- [Task] Filter the entries below, keeping only lines with "WYLLY".
-------------------------
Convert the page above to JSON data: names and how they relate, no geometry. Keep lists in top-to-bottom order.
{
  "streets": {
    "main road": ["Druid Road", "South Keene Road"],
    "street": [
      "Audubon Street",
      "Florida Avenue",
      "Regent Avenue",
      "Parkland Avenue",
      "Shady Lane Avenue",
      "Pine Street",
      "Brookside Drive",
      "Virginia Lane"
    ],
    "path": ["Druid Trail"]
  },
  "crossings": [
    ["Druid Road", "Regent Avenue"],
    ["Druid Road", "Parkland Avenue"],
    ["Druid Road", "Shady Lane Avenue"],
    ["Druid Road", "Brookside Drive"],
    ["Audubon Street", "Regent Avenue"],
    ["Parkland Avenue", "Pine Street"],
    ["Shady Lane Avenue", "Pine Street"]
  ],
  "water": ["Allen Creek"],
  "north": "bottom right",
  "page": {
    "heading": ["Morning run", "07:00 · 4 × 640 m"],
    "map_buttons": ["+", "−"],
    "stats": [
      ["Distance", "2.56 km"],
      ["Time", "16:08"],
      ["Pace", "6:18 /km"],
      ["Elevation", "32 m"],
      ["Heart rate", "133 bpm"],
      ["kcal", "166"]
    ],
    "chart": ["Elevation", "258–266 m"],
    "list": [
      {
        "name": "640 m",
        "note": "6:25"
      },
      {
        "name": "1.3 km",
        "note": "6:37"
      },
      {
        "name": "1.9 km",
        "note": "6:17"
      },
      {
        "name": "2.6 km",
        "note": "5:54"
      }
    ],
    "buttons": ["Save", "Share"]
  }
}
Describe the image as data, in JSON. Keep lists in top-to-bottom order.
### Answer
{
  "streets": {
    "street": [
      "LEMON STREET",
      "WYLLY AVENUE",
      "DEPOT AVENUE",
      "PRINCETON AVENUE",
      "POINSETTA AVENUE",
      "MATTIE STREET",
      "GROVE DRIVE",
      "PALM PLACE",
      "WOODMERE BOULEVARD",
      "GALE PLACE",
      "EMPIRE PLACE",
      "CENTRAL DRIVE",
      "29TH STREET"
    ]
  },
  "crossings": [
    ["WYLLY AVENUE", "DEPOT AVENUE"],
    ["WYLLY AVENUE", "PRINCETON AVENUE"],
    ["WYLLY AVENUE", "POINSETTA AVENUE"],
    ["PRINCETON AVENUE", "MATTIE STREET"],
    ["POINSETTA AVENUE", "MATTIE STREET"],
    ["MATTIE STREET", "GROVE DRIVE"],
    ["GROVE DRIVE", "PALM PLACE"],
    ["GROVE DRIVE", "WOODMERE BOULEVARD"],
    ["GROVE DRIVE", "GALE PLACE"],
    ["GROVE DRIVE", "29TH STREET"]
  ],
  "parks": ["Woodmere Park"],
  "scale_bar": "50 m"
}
-------------------------
- [Answer area]
      "WYLLY AVENUE",
    ["WYLLY AVENUE", "DEPOT AVENUE"],
    ["WYLLY AVENUE", "PRINCETON AVENUE"],
    ["WYLLY AVENUE", "POINSETTA AVENUE"],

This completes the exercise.